Located just beside Clarke Quay‘s taxi stand lies the newly opened Violet Oon Satay Bar and Grill, the third restaurant helmed by the respectable Nyonya food ambassador herself alongside her two children, Su-Lyn and Yiming.
I was in awe of the store front that’s reminiscent of 1920s grandeur, and reminded me of the film ‘The Great Gatsby’.
It is very hard to imagine that this restaurant serves traditional Singaporean Peranakan food instead of only being stocked with fancy champagne bottles.
The restaurant features a classy bar counter but doesn’t forget its roots – the flooring is intricately laid with beautiful Peranakan tiles and decorated with a few overhead rattan-blade fans.
This place screams fancy-meets-heritage like no other.
The Tripe Satay ($15) is a complete star on its own. It’s marinated and paired with a signature dipping sauce that Violet learned from her aunty nanny over 50 years ago. The sauce is a Lemak Coconut Rempah, which is a rich coconut cream that is lightly spiced with galangal and ground candlenuts, with a hint of chilli oil and garlic.
It tasted like rendang curry, but was a creamier and smoother version.
The beef tripe looks like honeycomb and texture wise, it’s crisply charred on the outside. It was a little chewy at the beginning but slowly dissolved in my mouth like butter.
With the combination of the smokey chargrill aroma and acidity from the condiments, the tripe tasted like a fusion of fried calamari and chutoro (or tuna belly) on a stick.
It was delicious, but the inner health-freak in me would’ve preferred the satay to have less charred bits.
The Buah Keluak Otak ($16) looked quite intimidating with a bird’s eye chilli on top.

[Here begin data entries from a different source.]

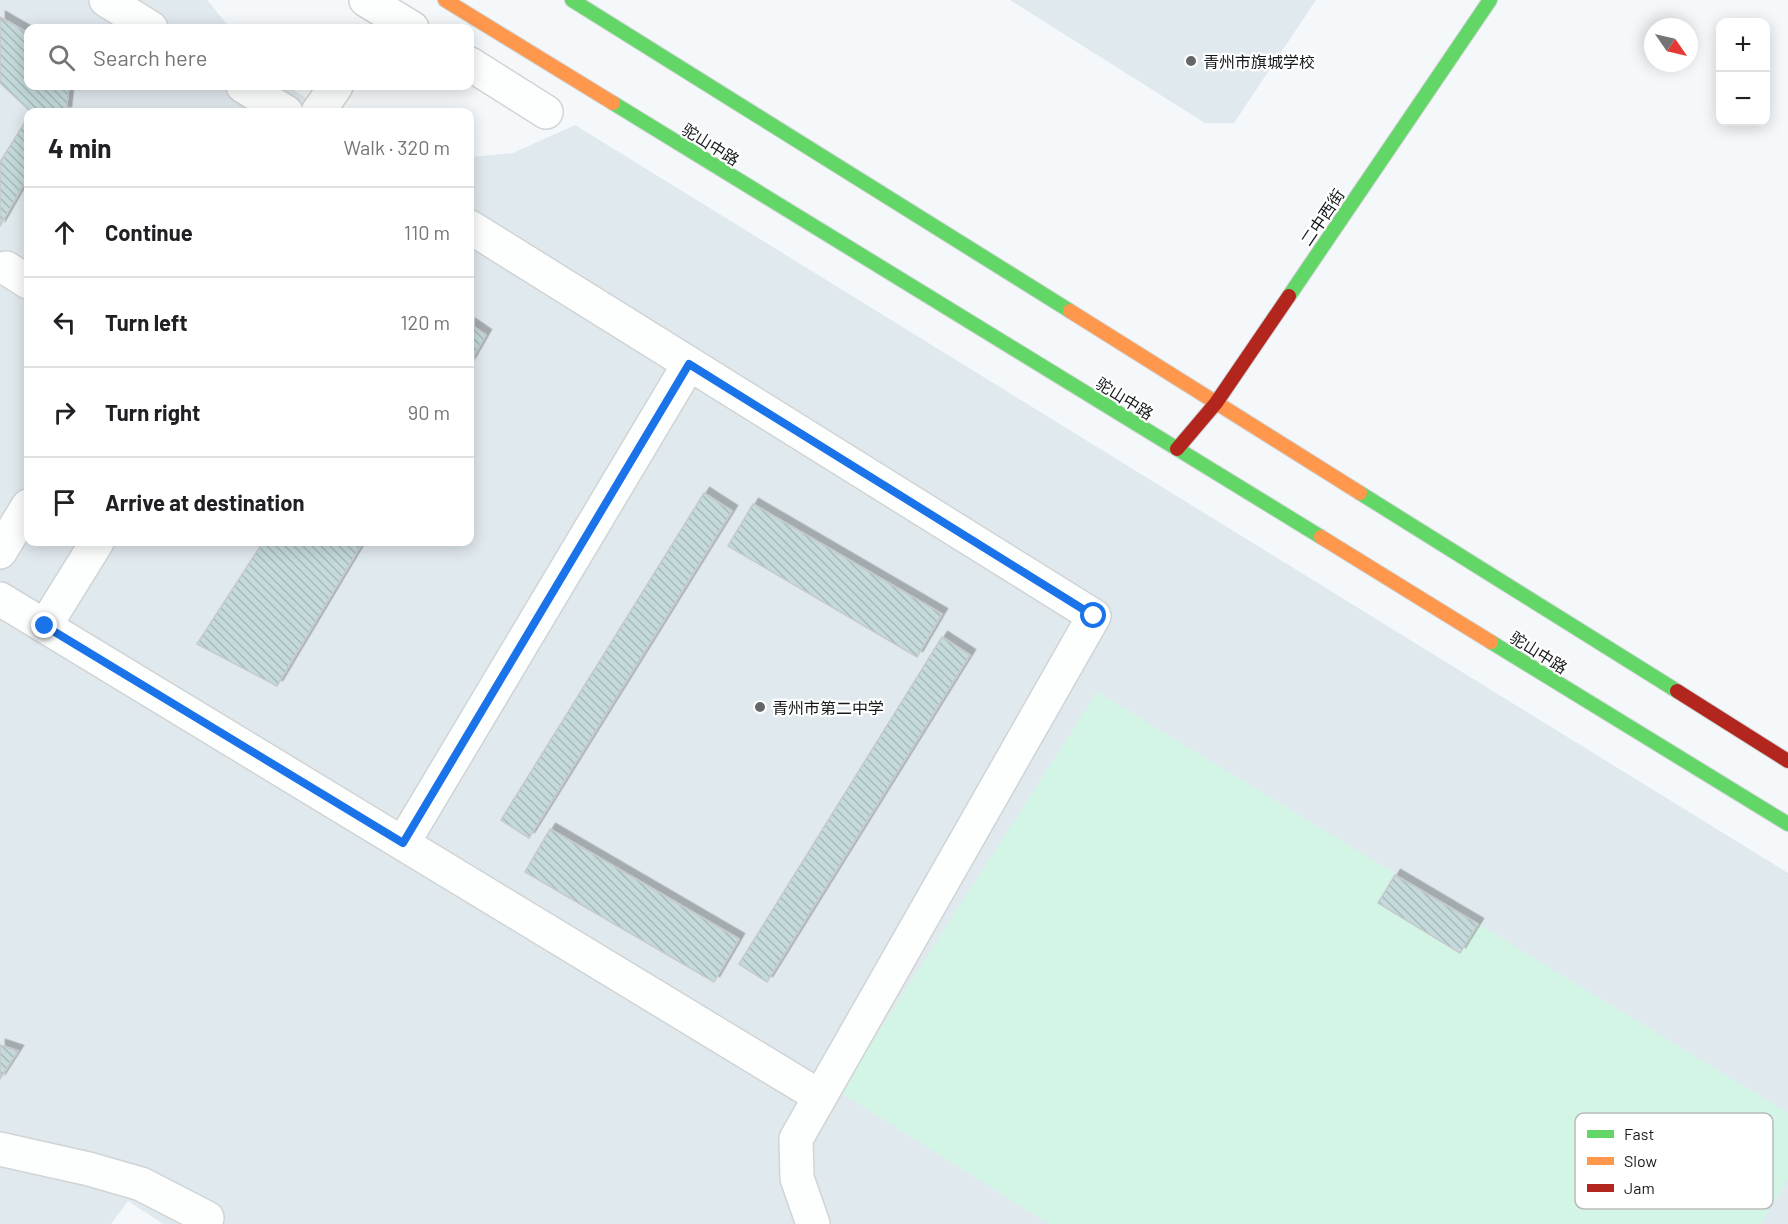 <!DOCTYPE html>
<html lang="en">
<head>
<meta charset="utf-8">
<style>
	:root { --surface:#fff; --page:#f2f2f2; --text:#202124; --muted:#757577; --line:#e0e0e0 }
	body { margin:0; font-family:Barlow,"Noto Sans SC",sans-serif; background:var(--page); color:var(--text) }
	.controls { position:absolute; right:18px; top:18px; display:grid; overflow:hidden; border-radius:12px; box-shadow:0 3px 15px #0003 }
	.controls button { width:54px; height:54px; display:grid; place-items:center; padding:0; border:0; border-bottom:2px solid var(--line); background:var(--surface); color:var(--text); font:30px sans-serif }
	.compass { position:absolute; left:1644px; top:18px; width:54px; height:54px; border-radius:50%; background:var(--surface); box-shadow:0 3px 15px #0003; rotate:124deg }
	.stop { position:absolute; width:18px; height:18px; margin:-14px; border:4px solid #1a73e8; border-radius:50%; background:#fff }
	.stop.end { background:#1a73e8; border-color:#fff; box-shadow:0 2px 6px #0008 }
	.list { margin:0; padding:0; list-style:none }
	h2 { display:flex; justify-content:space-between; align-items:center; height:78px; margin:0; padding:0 24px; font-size:26px }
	h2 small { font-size:20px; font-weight:400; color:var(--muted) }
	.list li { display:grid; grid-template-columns:39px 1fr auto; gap:18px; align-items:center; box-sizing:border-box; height:90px; padding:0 24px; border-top:2px solid var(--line) }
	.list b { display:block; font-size:22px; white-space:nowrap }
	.list em { font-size:20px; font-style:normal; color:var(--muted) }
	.icon { flex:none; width:33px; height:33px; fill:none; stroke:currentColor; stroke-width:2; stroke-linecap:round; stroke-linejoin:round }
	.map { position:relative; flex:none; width:1788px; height:1224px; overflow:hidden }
	.search { position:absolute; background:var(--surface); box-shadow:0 3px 15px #0003; left:24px; top:24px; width:450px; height:66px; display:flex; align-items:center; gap:15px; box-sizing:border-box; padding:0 21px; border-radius:12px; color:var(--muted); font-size:22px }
	.panel { position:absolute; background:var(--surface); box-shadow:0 3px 15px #0003; left:24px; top:108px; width:450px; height:438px; border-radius:12px }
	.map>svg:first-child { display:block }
	.built { fill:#e0e9ee }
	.pitch { fill:#d3f5e6 }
	.building { fill:url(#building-back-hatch); stroke:#c6cacb; stroke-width:1.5; filter:url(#shadow) }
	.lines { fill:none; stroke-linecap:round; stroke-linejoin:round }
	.street-casing { stroke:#d1d4d5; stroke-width:36 }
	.fast-casing { stroke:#d1d4d5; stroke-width:16 }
	.slow-casing { stroke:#d1d4d5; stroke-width:16 }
	.jam-casing { stroke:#d1d4d5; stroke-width:16 }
	.street { stroke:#fdfefe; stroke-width:33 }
	.fast { stroke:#63d668; stroke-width:14 }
	.slow { stroke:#ff974d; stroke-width:14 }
	.jam { stroke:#b3261e; stroke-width:14 }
	.route { stroke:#1a73e8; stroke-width:8 }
	.poi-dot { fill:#646769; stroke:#fff; stroke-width:2 }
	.labels { text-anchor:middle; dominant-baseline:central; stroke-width:4.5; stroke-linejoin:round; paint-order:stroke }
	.poi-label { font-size:16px; fill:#16191b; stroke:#fff; text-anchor:start }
	.street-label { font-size:16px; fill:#16191b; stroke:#fff }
	.key { fill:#fff; stroke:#b9babb; stroke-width:1.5 }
	.key-label { font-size:16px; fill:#16191b }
</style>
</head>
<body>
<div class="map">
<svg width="1788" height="1224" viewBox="0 0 1788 1224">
	<defs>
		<pattern id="building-back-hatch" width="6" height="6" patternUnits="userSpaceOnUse" patternTransform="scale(1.5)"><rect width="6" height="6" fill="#c4dadb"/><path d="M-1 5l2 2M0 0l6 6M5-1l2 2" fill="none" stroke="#a8babb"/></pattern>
		<filter id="shadow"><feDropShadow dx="5.5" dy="-5.5" stdDeviation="0" flood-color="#0004"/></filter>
	</defs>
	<rect width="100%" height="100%" fill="#f4f8fa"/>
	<!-- built -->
	<g class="built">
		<path d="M0,0H207L230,28H28V86H287L329,112H28V542H470V157L513,153L575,125L1788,873V1224H163L128,1201L111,1224H0Z"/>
		<path d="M1010,0H1316L1234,123H1205Z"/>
	</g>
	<!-- pitch -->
	<path class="pitch" d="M1097,692L1788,1113V1179L1761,1224H1049L840,1092Z"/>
	<!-- building -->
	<g class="building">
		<path d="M0,17L28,33V86H69L66,112H31L0,83Z"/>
		<path d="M28,117V177L0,226V162Z"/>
		<path d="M470,324L486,335L470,363Z"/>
		<path d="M704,493L732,511L529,838L501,820Z"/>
		<path d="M753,504L942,614L917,657L728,546Z"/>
		<path d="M263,542H363L277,686L197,644Z"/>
		<path d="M942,637L970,655L767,982L739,964Z"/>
		<path d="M550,829L739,939L714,982L525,872Z"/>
		<path d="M1395,875L1478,924L1460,953L1378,903Z"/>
		<path d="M0,1045L18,1051L0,1079Z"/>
	</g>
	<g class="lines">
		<defs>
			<g id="street">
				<path d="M106,0L151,28"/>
				<path d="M366,0L412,28"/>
				<path d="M470,64L546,112"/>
				<path d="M243,86L286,112"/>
				<path d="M318,112L336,86"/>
				<path d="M470,227L1094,616L796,1139L797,1178L813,1224"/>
				<path d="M6,268L28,282"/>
				<path d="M0,552L28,506"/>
				<path d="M0,599L819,1096"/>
				<path d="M45,626L97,542"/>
				<path d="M403,843L689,364"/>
				<path d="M0,1149L89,1169L141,1184L207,1218"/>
			</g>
			<g id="fast">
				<path d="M572,0L1070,311"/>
				<path d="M613,103L1321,537"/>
				<path d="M1289,296L1490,0"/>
				<path d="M1360,493L1677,691"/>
				<path d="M1491,642L1788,824"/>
			</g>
			<g id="slow">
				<path d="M445,0L613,103"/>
				<path d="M1070,311L1360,493"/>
				<path d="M1321,537L1491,642"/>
			</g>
			<g id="jam">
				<path d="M1177,449L1216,403L1289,296"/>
				<path d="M1677,691L1788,761"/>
			</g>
		</defs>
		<!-- street casing -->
		<use href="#street" class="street-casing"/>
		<!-- fast casing -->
		<use href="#fast" class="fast-casing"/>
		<!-- slow casing -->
		<use href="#slow" class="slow-casing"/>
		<!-- jam casing -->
		<use href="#jam" class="jam-casing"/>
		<!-- street -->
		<use href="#street" class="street"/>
		<!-- fast -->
		<use href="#fast" class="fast"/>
		<!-- slow -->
		<use href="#slow" class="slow"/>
		<!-- jam -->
		<use href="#jam" class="jam"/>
	</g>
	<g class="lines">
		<!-- route -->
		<path class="route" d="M45,626L403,843L689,364L1094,616"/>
	</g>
	<!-- markers -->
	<g class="poi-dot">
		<circle cx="1191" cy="61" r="6"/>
		<circle cx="760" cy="707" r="6"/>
	</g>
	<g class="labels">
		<!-- poi labels -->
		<g class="poi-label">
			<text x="1203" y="61">青州市旗城学校</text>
			<text x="772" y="707">青州市第二中学</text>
		</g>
		<!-- street labels -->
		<g class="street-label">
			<text transform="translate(711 144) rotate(32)">驼山中路</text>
			<text transform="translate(1322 217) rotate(-56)">二中西街</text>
			<text transform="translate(1125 398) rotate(32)">驼山中路</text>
			<text transform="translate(1539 652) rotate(32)">驼山中路</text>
		</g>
	</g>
	<!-- legend -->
	<rect x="1575" y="1113" width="198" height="96" rx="9" class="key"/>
	<rect x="1587" y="1130" width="27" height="8" fill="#63d668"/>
	<rect x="1587" y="1157" width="27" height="8" fill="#ff974d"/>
	<rect x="1587" y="1184" width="27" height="8" fill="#b3261e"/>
	<g class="key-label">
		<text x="1624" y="1140">Fast</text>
		<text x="1624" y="1167">Slow</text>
		<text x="1624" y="1194">Jam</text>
	</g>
</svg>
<div class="controls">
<button>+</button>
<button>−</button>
</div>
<svg class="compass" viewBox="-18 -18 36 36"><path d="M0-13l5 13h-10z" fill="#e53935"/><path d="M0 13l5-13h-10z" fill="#757577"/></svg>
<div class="stop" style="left:1094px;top:616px"></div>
<div class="stop end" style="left:45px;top:626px"></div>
<div class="search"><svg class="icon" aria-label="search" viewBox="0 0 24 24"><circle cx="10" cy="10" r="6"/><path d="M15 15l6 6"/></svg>Search here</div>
<section class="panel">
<h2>4 min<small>Walk · 320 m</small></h2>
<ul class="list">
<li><svg class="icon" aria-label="ahead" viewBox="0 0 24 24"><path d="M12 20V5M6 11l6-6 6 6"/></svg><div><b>Continue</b></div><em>110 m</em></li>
<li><svg class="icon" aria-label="left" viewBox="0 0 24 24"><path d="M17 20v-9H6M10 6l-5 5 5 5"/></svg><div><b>Turn left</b></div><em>120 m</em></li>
<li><svg class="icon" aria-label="right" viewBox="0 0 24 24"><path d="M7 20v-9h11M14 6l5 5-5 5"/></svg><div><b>Turn right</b></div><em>90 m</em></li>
<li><svg class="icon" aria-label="arrive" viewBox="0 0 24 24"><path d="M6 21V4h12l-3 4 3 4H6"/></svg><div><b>Arrive at destination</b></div></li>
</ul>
</section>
</div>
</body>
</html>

For those who don’t know what buah keluak is, it is the paste used for this dish that is extracted from Pangium edule seeds, which are known to be poisonous prior to fermentation.
Infused with a unique blend of oriental spices, minced prawns and wrapped otak style, it tasted earthy and had a mushy consistency. An acquired taste that’s best enjoyed with plain rice, I am glad that I appreciated the complex flavours.

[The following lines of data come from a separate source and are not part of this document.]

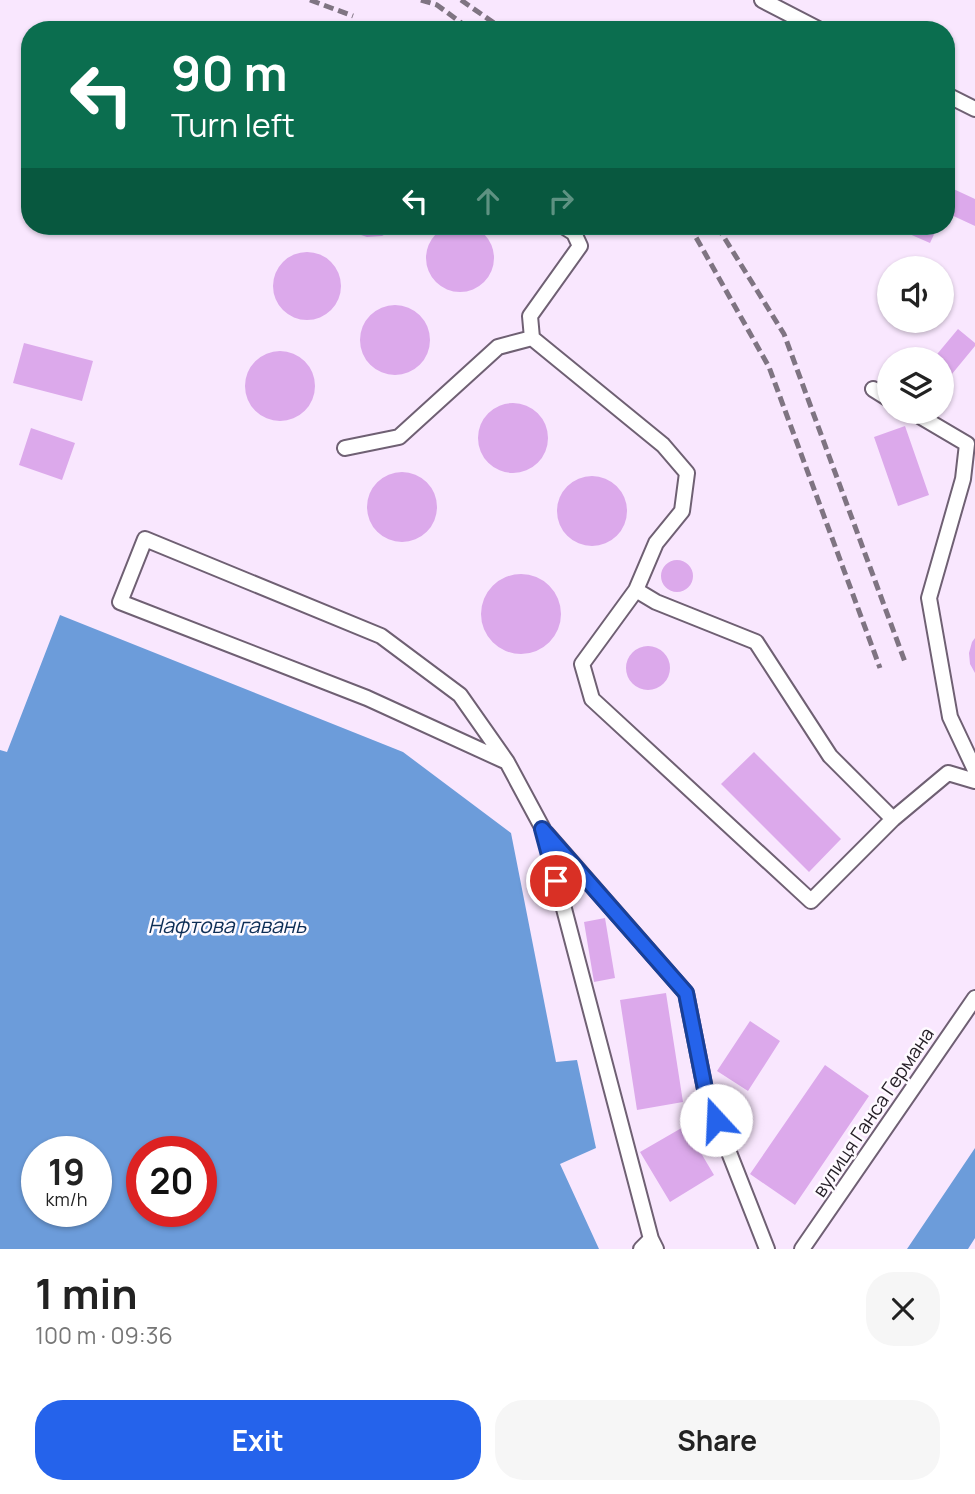 <!DOCTYPE html>
<meta charset="utf-8">
<style>
:root{--surface:#fff;--page:#f6f6f6;--text:#222;--muted:#767676;--accent:#2563eb}
body{margin:0;font-family:Manrope,sans-serif;background:var(--page);color:var(--text);height:100vh;display:flex;flex-direction:column;font-size:26px;white-space:nowrap}
*{box-sizing:border-box;margin:0}
p{font-size:23px;color:var(--muted)}
.icon{flex:none;width:38px;height:38px;fill:none;stroke:currentColor;stroke-width:2;stroke-linecap:round;stroke-linejoin:round}
.map{position:relative;height:1249px;overflow:hidden}
.details{display:flex;flex-direction:column;background:var(--surface);flex:1}
.details>*{flex:none}
.hud{position:absolute;left:21px;top:21px;width:934px;height:214px;border-radius:28px;box-shadow:0 2px 5px #0004;background:#0b6e4f;color:#fff;overflow:hidden}
.tools{position:absolute;left:877px;top:256px;display:grid;gap:14px}
.tools a{display:grid;place-items:center;width:77px;height:77px;border-radius:50%;background:var(--surface);box-shadow:0 2px 5px #0004;font-size:35px}
.speed{position:absolute;left:21px;top:1136px;display:flex;gap:14px;font-size:35px;font-weight:700;text-align:center}
.speed>*{display:grid;place-content:center;width:91px;height:91px;border-radius:50%;background:var(--surface);box-shadow:0 2px 5px #0004;line-height:1}
.speed small{font-size:18px;font-weight:400}
.speed .limit{border:10px solid #d22;background:#fff;color:#111}
.pin{position:absolute;display:grid;place-items:center;width:60px;height:60px;color:#fff;margin:-30px;border:4px solid #fff;border-radius:50%;box-shadow:0 2px 7px #0007}
.me{position:absolute;width:77px;margin:-38px;rotate:340deg;stroke-linejoin:round;filter:drop-shadow(0 0 5px #0008)}
.turn{display:flex;align-items:center;gap:24px;height:147px;padding:0 35px;font-size:32px}
.turn .icon{width:91px;height:91px;stroke-width:2.5}
.turn b{display:block;font-size:49px;line-height:60px}
.lanes{display:flex;align-items:center;height:66px;padding:0 35px;background:#0003;justify-content:center;gap:35px;direction:ltr}
.lanes .off{opacity:.35}
.round{display:grid;place-items:center;flex:none;width:74px;height:74px;border-radius:28px;background:var(--page)}
.headline{display:flex;align-items:center;justify-content:space-between;height:119px;padding:0 35px}
h1{font-size:42px;font-weight:700;line-height:52px}
.primary-button{display:flex;gap:14px;margin-top:auto;padding:14px 35px}
.primary-button a{flex:1;height:80px;border-radius:28px;background:var(--accent);color:#fff;font-size:28px;font-weight:700;line-height:80px;text-align:center}
.primary-button a+a{background:var(--page);color:var(--text)}
.map>svg:first-child{display:block}
</style>
<div class="map">
<svg width="975" height="1249" viewBox="0 0 975 1249">
<rect width="100%" height="100%" fill="#f9e7fe"/>
<path fill="#6c9cda" fill-rule="evenodd" d="M 60,615 L 403,752 L 511,833 L 556,1062 L 577,1060 L 596,1148 L 560,1164 L 599,1249 L 0,1249 L 0,750 L 7,752 ZM 37,1152 L 96,1152 L 96,1211 L 37,1211 ZM 142,1152 L 201,1152 L 201,1211 L 142,1211 Z
M 975,1148 L 975,1238 L 968,1249 L 907,1249 Z"/>
<path fill="#dca9eb" d="M 947,186 L 975,199 L 975,226 L 947,213 Z
M426 258a34 34 0 1 1 68 0a34 34 0 1 1-68 0Z
M 347,226 L 398,226 L 393,230 L 382,236 L 367,237 L 355,233 Z
M 891,226 L 938,226 L 930,243 Z
M273 286a34 34 0 1 1 68 0a34 34 0 1 1-68 0Z
M360 340a35 35 0 1 1 70 0a35 35 0 1 1-70 0Z
M 958,329 L 975,343 L 975,346 L 947,380 L 942,376 L 942,359 L 933,359 Z
M 24,343 L 93,361 L 82,401 L 13,383 Z
M245 386a35 35 0 1 1 70 0a35 35 0 1 1-70 0Z
M478 438a35 35 0 1 1 70 0a35 35 0 1 1-70 0Z
M 905,426 L 929,495 L 898,506 L 874,437 Z
M 31,428 L 75,443 L 62,480 L 19,465 Z
M367 507a35 35 0 1 1 70 0a35 35 0 1 1-70 0Z
M557 511a35 35 0 1 1 70 0a35 35 0 1 1-70 0Z
M661 576a16 16 0 1 1 32 0a16 16 0 1 1-32 0Z
M481 614a40 40 0 1 1 80 0a40 40 0 1 1-80 0Z
M 975,638 L 975,673 L 970,664 L 969,653 L 972,642 Z
M626 668a22 22 0 1 1 44 0a22 22 0 1 1-44 0Z
M 754,752 L 841,839 L 809,872 L 721,784 Z
M 605,918 L 615,978 L 594,982 L 584,922 Z
M 666,993 L 683,1102 L 637,1110 L 620,1000 Z
M 750,1021 L 780,1041 L 748,1091 L 717,1071 Z
M 825,1065 L 869,1096 L 795,1205 L 750,1174 Z
M 685,1126 L 714,1175 L 670,1202 L 640,1152 Z"/>
<g fill="none" stroke-linecap="round" stroke-linejoin="round">
<defs>
<path id="lane" d="M 762,0 L 820,30
M 947,95 L 975,109
M 563,226 L 574,233 L 580,246 L 530,316 L 532,338 L 663,445 L 687,473 L 682,511 L 656,543 L 636,590 L 656,602 L 756,642 L 830,756 L 893,819
M 873,389 L 889,399
M 911,411 L 967,444 L 963,479 L 929,598 L 950,717 L 975,770
M 345,448 L 399,437 L 498,347 L 532,338
M 636,590 L 582,664 L 592,699 L 811,901 L 893,819 L 948,773 L 975,781
M 507,762 L 367,698 L 120,602 L 145,539 L 381,636 L 460,695 L 507,762 L 543,829 L 651,1239 L 656,1249
M 546,833 L 686,993 L 706,1094 L 767,1249
M 641,1249 L 651,1239
M 802,1249 L 975,998"/>
</defs>
<use href="#lane" stroke="#6f6073" stroke-width="18"/>
<use href="#lane" stroke="#fff" stroke-width="14"/>
<path stroke="#7f7482" stroke-width="5" stroke-dasharray="10 5" stroke-linecap="butt" d="M 310,0 L 353,16
M 421,0 L 437,5 L 471,30
M 461,0 L 504,30
M 687,226 L 693,232 L 769,367 L 880,668
M 717,226 L 784,334 L 905,662"/>
</g>
<g fill="none" stroke-linecap="round" stroke-linejoin="round">
<defs>
<path id="route" d="M 556,881 L 542,829 L 686,993 L 706,1094 L 716,1120"/>
</defs>
<use href="#route" stroke="#184099" stroke-width="18"/>
<use href="#route" stroke="#2563eb" stroke-width="12"/>
</g>
<g text-anchor="middle" stroke-width="5" stroke-linejoin="round" paint-order="stroke">
<g font-size="19" fill="#251f27" stroke="#fefaff">
<text transform="translate(873 1112) rotate(-56)" y="7">вулиця Ганса Германа</text>
</g>
<g font-size="21" font-style="italic" fill="#0d2e56" stroke="#fefaff">
<text x="227" y="933">Нафтова гавань</text>
</g>
</g>
</svg>
<div class="tools">
<a><svg class="icon" aria-label="sound" viewBox="0 0 24 24"><path d="M4 9h4l5-4v14l-5-4H4zM17 9q2 3 0 6"/></svg></a>
<a><svg class="icon" aria-label="layers" viewBox="0 0 24 24"><path d="M12 4l9 5-9 5-9-5zM3 14l9 5 9-5"/></svg></a>
</div>
<div class="speed"><div>19<small>km/h</small></div><div class="limit">20</div></div>
<div class="pin" style="left:556px;top:881px;background:#d93025"><svg class="icon" aria-label="arrive" viewBox="0 0 24 24"><path d="M6 21V4h12l-3 4 3 4H6"/></svg></div>
<svg class="me" style="left:716px;top:1120px" viewBox="-20 -20 40 40"><circle r="19" fill="#fff"/><path d="M0-13L10 11 0 6-10 11z" fill="#2563eb"/></svg>
<div class="hud">
<div class="turn"><svg class="icon" aria-label="left" viewBox="0 0 24 24"><path d="M17 20v-9H6M10 6l-5 5 5 5"/></svg><div><b>90 m</b>Turn left</div></div>
<div class="lanes"><svg class="icon" aria-label="left" viewBox="0 0 24 24"><path d="M17 20v-9H6M10 6l-5 5 5 5"/></svg><svg class="icon off" aria-label="ahead" viewBox="0 0 24 24"><path d="M12 20V5M6 11l6-6 6 6"/></svg><svg class="icon off" aria-label="right" viewBox="0 0 24 24"><path d="M7 20v-9h11M14 6l5 5-5 5"/></svg></div>
</div>
</div>
<section class="details">
<div class="headline"><div><h1>1 min</h1><p>100 m · 09:36</p></div><a class="round"><svg class="icon" aria-label="close" viewBox="0 0 24 24"><path d="M6 6l12 12M18 6L6 18"/></svg></a></div>
<div class="primary-button"><a>Exit</a><a>Share</a></div>
</section>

Daging Panggang Sambal Hijau ($50) is a 200-day grain-fed Black Angus Ribeye topped with an amazing combination of roasted garlic and Violet Oon’s unique green chilli padi sambal that contains grounded ikan bilis and deep fried onions, with a dash of calamansi juice for acidity.
For those who are familiar with chimichurri sauce, sambal hijau tastes similar but is less tart. The crunch of the deep fried onions and ikan bilis paired well with the fragrant roasted garlic and spice from the green chilli, which enhanced the smokey flavours of the well-marbled steak.
I really enjoyed the sophisticated ambience, fashionable crowd, prime location, reasonable prices, and of course, the decadent and authentic Peranakan food that stayed true to its roots.
Although I understand that Violet Oon Satay and Grill Bar focuses a lot on the chargrilled part, a little bit more control on the overly burnt bits and pieces on the dishes would have elevated the entire experience.